C’est là qu’après une trentaine de livres et de BD, une quantité incalculable de dessins de presse et d’autres projets très diversifiés, est née la BD Terra Animalia. L’histoire raconte les aventures de Nyelle, une jeune lycaonne qui vit avec sa meute sur une Terre régénérée, car détruite puis abandonnée par les hommes il y a des milliers d’années. Lorsque deux humains venus de Mars atterrissent en catastrophe, Nyelle va tenter de les sensibiliser et de les initier à ce monde pacifié et purifié, que tous les animaux veulent protéger à tout prix.

Un livre à quatre mains
«Cela fait quinze ans que Patrick Mallet et moi voulions faire un livre ensemble, explique Tom Tirabosco. Quand il m’a envoyé son projet, j’ai demandé à m’immiscer dans son récit et à y apporter une part de mon univers. Il a accepté, et le livre est l’aboutissement de notre construction commune.» Ses apports personnels? Tout d’abord, Terra Animalia n’est pas en noir et blanc, ainsi que s’y attendait Patrick Mallet, mais en couleurs vives au crayon aquarellable. «Je voulais rendre l’aspect de cette Terre un peu excessif, avec une sorte d’exubérance chromatique, et il n’y a qu’avec la couleur que je pouvais le faire. Et comme je voulais aussi créer des passages avec des ambiances différentes, le récit est construit avec des sortes de chapitres de couleurs.»

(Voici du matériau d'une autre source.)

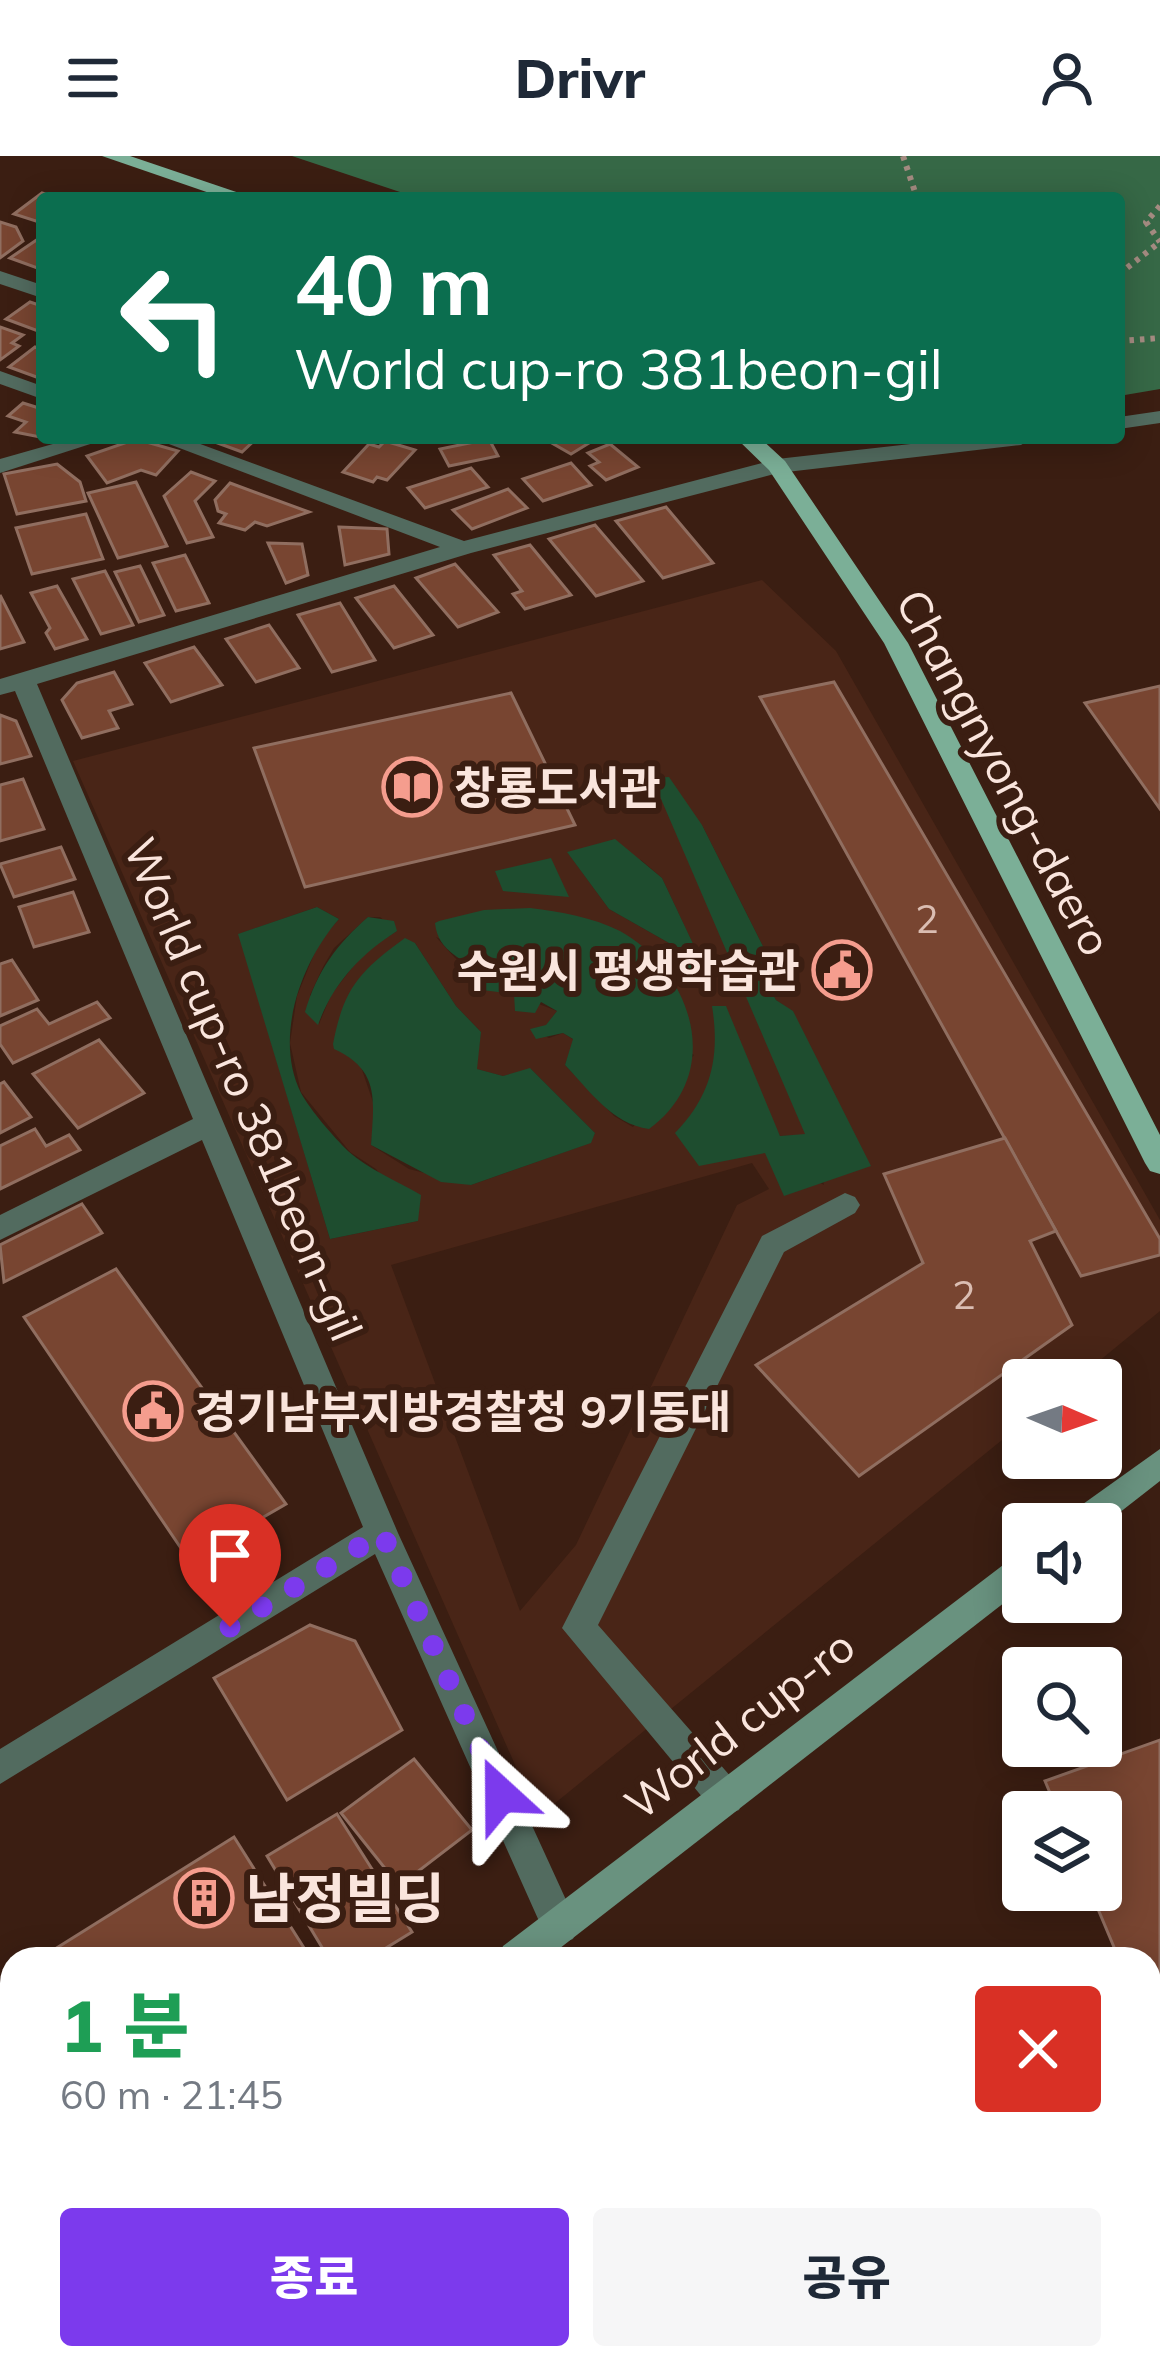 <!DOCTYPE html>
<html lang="ko">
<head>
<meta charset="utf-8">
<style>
  body { margin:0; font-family:Mulish,"Noto Sans KR",sans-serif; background:#f6f6f7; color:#1f2937; height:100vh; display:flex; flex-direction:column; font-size:45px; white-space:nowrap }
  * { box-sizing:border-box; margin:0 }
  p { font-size:39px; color:#747a83 }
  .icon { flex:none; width:66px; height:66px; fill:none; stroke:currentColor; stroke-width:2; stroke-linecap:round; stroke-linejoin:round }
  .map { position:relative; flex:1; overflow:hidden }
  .panel { position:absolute; left:0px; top:1791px; width:1161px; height:423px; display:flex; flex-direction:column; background:#fff; border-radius:36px 36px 0 0; box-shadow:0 6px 30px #0003 }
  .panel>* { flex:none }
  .hud { position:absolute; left:36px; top:36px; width:1089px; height:252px; border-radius:12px; box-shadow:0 6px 30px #0003; background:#0b6e4f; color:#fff; overflow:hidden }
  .needle { width:78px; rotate:92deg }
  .fabs { position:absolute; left:1002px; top:1203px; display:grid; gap:24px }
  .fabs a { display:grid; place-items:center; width:120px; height:120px; border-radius:12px; background:#fff; box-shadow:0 6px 30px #0003; font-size:60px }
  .pin { position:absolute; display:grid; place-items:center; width:102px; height:102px; color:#fff; margin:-123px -51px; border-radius:50% 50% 50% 0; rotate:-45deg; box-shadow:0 0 12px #0007 }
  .pin .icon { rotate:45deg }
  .me { position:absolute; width:132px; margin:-66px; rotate:336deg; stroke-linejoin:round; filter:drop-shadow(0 0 9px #0008) }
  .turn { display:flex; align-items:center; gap:42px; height:252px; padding:0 60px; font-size:54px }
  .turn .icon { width:156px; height:156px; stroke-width:2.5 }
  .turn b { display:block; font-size:84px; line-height:102px }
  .round { display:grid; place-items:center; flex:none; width:126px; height:126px; border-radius:12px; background:#f6f6f7 }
  .headline { display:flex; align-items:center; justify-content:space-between; height:204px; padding:0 60px }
  h1 { font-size:72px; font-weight:800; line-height:90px; color:#1e9e55 }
  .button { display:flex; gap:24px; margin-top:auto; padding:24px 60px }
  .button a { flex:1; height:138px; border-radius:12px; background:#7c3aed; color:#fff; font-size:48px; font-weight:800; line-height:138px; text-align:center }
  .button a+a { background:#f6f6f7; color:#1f2937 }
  header { display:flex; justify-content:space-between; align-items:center; height:156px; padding:0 60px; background:#fff; font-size:54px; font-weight:800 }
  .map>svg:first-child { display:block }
  .built { fill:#492517; fill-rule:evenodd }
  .green { fill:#1e4d2f }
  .forest { fill:#366846 }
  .building { fill:#784531; stroke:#906e60; stroke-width:3 }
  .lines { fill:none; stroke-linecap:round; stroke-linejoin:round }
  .path { stroke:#a48b81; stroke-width:6; stroke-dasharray:4.5 6; stroke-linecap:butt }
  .street { fill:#526b5f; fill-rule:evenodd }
  .secondary { fill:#69927f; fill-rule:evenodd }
  .primary { fill:#7baf97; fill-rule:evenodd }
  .route { stroke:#7c3aed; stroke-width:21; stroke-dasharray:0 37.8 }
  .labels { text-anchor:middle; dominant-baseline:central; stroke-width:12; stroke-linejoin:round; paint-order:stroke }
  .number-label { font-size:39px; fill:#dabdb2 }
  .street-label { font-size:45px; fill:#fae5dd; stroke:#3b1e12 }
  .poi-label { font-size:45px; font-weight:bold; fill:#fae5dd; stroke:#3b1e12; text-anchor:start }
  .near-poi-label { font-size:54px; font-weight:bold; fill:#fae5dd; stroke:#3b1e12; text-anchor:start }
</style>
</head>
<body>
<header><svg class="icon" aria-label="menu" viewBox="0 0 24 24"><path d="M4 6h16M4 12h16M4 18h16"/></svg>Drivr<svg class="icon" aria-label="person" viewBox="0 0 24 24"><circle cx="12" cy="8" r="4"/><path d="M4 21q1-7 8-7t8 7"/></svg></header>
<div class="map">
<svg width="1160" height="2212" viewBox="0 0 1160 2212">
  <rect width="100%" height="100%" fill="#3b1e12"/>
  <path class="built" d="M762,424L836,495L1160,1064V1155L1076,1224H1023V1267L538,1661L73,605ZM702,669L774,812L762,821L776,844L793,856L824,1029L766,997L676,977L694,958L712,922L718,886L713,850L780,980L806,979ZM568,697L641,704L662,722L713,831L704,833L669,787L609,753ZM317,751L339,763L319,786L297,840L290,887L301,936L350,996L376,1013L418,1065L330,1083L239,778ZM368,761H380L397,775L368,794L351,813L331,839L319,868L310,839L323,811L334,792ZM436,781L694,899L633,971L614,960L565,909L574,884L563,877L549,882L531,873L546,870L557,855L502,834L455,802ZM415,787L456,850L481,876L476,913L503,920L531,913L595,977L590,987L471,1029L409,1013L371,989L375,952L359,905ZM752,1007L769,1033L737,1049L576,1389L520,1455L391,1109Z"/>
  <g class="green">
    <path d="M669,621L702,669L774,812L763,821L776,844L793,855L871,1010L784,1040L765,997L699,1010L675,977C712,939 720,900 712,850H726L780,980L805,978L652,622Z"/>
    <polygon points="615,683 662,722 713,830 704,833 669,787 609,753 567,696"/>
    <polygon points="551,702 569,741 503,735 495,715"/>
    <path d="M317,751L339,763C302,805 273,881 301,937C311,955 333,980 348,995C368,1013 397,1025 421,1039L418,1065L330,1083L238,778Z"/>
    <path d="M530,752C561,756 592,761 620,775C692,815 726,917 649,973C612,968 589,934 565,909L573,883L563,877L536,883L530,873L546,869L557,855L541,846L535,857L515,855L514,838L482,834L475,826L484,820C464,802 438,797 435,767L439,765L484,754Z"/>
    <path d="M368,761L394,765L397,775C361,798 333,827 318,869L305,856C317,815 337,788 368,761Z"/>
    <path d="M405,782L415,787L456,850L481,876L477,913L503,920L530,912L595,977L591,987L471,1029L441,1026L371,989C374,944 380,914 334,893L333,888C344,831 360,815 405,782Z"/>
  </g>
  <polygon class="forest" points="292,0 1160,0 1160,233 1119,240 1119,42 418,42"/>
  <g class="building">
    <polygon points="42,37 58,42 42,42 42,67 14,58"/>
    <polygon points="0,66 16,71 23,85 0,102"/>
    <polygon points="38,83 42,85 40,113 10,102"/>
    <polygon points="30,146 42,150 38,175 6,163"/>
    <polygon points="0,171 23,179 12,187 19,190 0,204"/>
    <polygon points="35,191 42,194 42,223 9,211"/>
    <polygon points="23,247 42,253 45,282 15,276 26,266 8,260"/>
    <polygon points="204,282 257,282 242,296"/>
    <polygon points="543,282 591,282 594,284 571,298"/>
    <polygon points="136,283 178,295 156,319 141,314 107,327 87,300"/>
    <polygon points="489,283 498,300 449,310 440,293"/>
    <polygon points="385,285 415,294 387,324 377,321 373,326 343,316 369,288 379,291"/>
    <polygon points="610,288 638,311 606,324 590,310 599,306 588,297"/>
    <polygon points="571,307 591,329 543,345 523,323"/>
    <polygon points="57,308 80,326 86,345 17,358 4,318"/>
    <polygon points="471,312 488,331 425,352 408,332"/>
    <polygon points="191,316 215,325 195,345 213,381 187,387 164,340"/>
    <polygon points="136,326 167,390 118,402 88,337"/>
    <polygon points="230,327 309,356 267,370 255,366 245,374 219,367 226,358 218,355 215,344"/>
    <polygon points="508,333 527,352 472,373 453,354"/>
    <polygon points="666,351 713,407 663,422 616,365"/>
    <polygon points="86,358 103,403 32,418 16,372"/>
    <polygon points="595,369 643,425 596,440 549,383"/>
    <polygon points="339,371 387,373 389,398 345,409"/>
    <polygon points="268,387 302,388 308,419 286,427"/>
    <polygon points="530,389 571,439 525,453 513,438 522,435 494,399"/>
    <polygon points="185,399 209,447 176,455 153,407"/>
    <polygon points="455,408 498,456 458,471 416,422"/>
    <polygon points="140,410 164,459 139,466 115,416"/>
    <polygon points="105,415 133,469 101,478 73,423"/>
    <polygon points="57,430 87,483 55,493 46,477 50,472 31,437"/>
    <polygon points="394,430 433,479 394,492 356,442"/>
    <polygon points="0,439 24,486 0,493"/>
    <polygon points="340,447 375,504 332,516 298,459"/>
    <polygon points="269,469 299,512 256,526 226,483"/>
    <polygon points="194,491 222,529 171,546 145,507"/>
    <polygon points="114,516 132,548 109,555 118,572 82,582 62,544 77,527"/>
    <polygon points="834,526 1160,1083 1160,1099 1081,1120 760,541"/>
    <polygon points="1160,530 1160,653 1085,547"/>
    <polygon points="511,537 575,669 305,731 254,592"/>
    <polygon points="0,559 16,565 31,600 0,608"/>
    <polygon points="23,623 44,673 0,685 0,629"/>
    <polygon points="61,691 75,723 14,741 0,708"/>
    <polygon points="73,736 89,776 34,791 19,751"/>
    <polygon points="12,804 38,844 0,860 0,808"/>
    <polygon points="97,846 110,862 13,907 0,888 0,870 37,853 49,868"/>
    <polygon points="99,884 144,937 78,972 33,918"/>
    <polygon points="4,926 31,961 0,977 0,928"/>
    <polygon points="35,973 46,990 69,979 80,994 0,1033 0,990"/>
    <polygon points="1005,982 1056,1075 1030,1085 1072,1169 859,1320 756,1209 923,1107 884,1018"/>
    <polygon points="82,1048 102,1077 4,1126 0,1089"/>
    <polygon points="116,1113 286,1348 189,1404 24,1161"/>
    <polygon points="310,1469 355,1485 402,1574 287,1644 214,1522"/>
    <polygon points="1160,1584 1160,1900 1149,1874 1149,1803 1119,1803 1090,1734 1101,1734 1101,1656 1058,1656 1045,1625"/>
    <polygon points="414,1603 472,1674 399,1730 341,1657"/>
    <polygon points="337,1658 412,1776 368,1803 329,1803 267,1700"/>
    <polygon points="234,1681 311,1803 39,1803"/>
    <polygon points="12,1918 12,2031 0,2040 0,1926"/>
    <polygon points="343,2202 483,2202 486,2212 345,2212"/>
    <polygon points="697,2202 850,2202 853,2212 700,2212"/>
  </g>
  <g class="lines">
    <g class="path">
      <polyline points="903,0 917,42"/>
      <polyline points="1160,50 1146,66 1160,86"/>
      <polyline points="1119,118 1160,86"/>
      <polyline points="1119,185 1160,182"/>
    </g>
    <g class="street">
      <polygon points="0,115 42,129 42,142 0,128"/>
      <polygon points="0,215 42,230 42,243 0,228"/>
      <polygon points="1160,255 1160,267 1119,273 1119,261"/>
      <polygon points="74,282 109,282 0,317 0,303"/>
      <polygon points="153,282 184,282 464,385 777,303 964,282 1032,282 1021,289 778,317 471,397 37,528 398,1377 578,1770 573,1783 560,1788 547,1783 375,1398 0,1628 0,1593 363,1371 202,984 0,1084 0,1059 193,963 15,535 0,539 0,523 440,391"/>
      <polygon points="845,1037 855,1041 860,1049 855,1057 784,1096 598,1469 739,1630 744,1642 739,1654 726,1659 713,1654 562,1472 762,1080"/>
      <polygon points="519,2202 559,2202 563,2212 521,2212"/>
    </g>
    <g class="secondary">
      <polygon points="1160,1293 1160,1325 1101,1371 1065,1368 1069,1358"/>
      <polygon points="1023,1398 1023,1432 546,1803 498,1803 503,1790 1011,1403"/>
      <polygon points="12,2172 12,2202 28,2202 19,2212 0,2212 0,2177"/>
    </g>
    <g class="primary">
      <polygon points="102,0 130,0 254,42 224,42"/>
      <polygon points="736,282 760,282 785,305 908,487 1160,979 1160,1018 1150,1015 1145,1007 884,487 769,314"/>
    </g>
  </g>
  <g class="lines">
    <polyline class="route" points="230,1471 382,1377 501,1639"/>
  </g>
  <defs>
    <symbol id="library-ring" viewBox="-11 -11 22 22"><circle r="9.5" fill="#3b1e12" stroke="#f59d8e" stroke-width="1.5"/><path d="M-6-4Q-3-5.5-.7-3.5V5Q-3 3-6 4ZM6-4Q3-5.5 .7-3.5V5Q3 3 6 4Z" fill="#f59d8e"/></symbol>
    <symbol id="civic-ring" viewBox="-11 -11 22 22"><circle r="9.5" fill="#3b1e12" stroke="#f59d8e" stroke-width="1.5"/><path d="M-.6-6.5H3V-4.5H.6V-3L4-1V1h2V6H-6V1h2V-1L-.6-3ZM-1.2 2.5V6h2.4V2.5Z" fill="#f59d8e"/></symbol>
    <symbol id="building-ring" viewBox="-11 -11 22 22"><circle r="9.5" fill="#3b1e12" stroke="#f59d8e" stroke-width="1.5"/><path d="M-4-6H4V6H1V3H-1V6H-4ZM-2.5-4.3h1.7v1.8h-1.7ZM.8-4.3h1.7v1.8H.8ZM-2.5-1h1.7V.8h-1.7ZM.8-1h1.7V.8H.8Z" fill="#f59d8e"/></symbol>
  </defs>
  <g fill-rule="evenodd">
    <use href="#library-ring" x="379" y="598" width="66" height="66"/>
    <use href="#civic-ring" x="809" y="781" width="66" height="66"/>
    <use href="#civic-ring" x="120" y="1222" width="66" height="66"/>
    <use href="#building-ring" x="171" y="1709" width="66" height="66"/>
  </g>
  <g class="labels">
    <g class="number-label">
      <text x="927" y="762">2</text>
      <text x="964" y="1138">2</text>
    </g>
    <g class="street-label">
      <text transform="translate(1005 616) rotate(62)">Changnyong-daero</text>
      <text transform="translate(244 933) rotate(67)">World cup-ro 381beon-gil</text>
      <text transform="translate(739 1568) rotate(-38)">World cup-ro</text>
    </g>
    <g class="poi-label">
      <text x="454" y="631">창룡도서관</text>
      <text x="800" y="814" text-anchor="end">수원시 평생학습관</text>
      <text x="195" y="1255">경기남부지방경찰청 9기동대</text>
    </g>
    <g class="near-poi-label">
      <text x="246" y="1742">남정빌딩</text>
    </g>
  </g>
</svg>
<div class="fabs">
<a><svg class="needle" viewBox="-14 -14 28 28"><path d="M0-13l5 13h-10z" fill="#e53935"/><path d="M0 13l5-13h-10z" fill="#747a83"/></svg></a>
<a><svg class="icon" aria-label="sound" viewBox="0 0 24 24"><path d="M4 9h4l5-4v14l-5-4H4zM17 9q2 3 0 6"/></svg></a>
<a><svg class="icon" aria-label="search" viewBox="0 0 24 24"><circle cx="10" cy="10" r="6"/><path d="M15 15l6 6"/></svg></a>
<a><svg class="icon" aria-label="layers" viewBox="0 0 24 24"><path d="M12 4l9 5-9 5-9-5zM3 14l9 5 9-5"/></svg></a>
</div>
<div class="pin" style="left:230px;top:1471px;background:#d93025"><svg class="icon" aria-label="arrive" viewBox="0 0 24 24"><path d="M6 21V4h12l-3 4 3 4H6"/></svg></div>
<svg class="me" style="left:501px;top:1639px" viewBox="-20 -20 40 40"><path d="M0-17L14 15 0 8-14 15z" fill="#7c3aed" stroke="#fff" stroke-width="4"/></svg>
<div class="hud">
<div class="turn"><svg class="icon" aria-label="left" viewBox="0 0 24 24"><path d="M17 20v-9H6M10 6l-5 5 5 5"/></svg><div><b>40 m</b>World cup-ro 381beon-gil</div></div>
</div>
<section class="panel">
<div class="headline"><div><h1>1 분</h1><p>60 m · 21:45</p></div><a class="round" style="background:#d93025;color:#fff"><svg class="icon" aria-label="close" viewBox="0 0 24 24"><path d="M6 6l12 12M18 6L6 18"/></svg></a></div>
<div class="button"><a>종료</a><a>공유</a></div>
</section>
</div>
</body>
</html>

C’est ainsi que l’intégralité de l’album, publié à La Joie de Lire, explose de nuances, même dans la typographie violette. Seules quelques cases échappent à cet effet arc-en-ciel: celles qui racontent le «vieux monde», avec sa pollution et sa surconsommation. «Je tenais beaucoup à cette dimension du transhumanisme au sens large, à cette idée qu’il faut s’ensauvager pour survivre, souligne l’illustrateur genevois. Terra Animalia est une sorte de fable fantastique, née de nos lectures respectives et dans laquelle Patrick Mallet et moi-même nous sommes amusés à glisser aussi des clins d’œil à nos mythologies et notre enfance: Adam et Eve avec une sorte de Genèse inversée, mais aussi Walt Disney…»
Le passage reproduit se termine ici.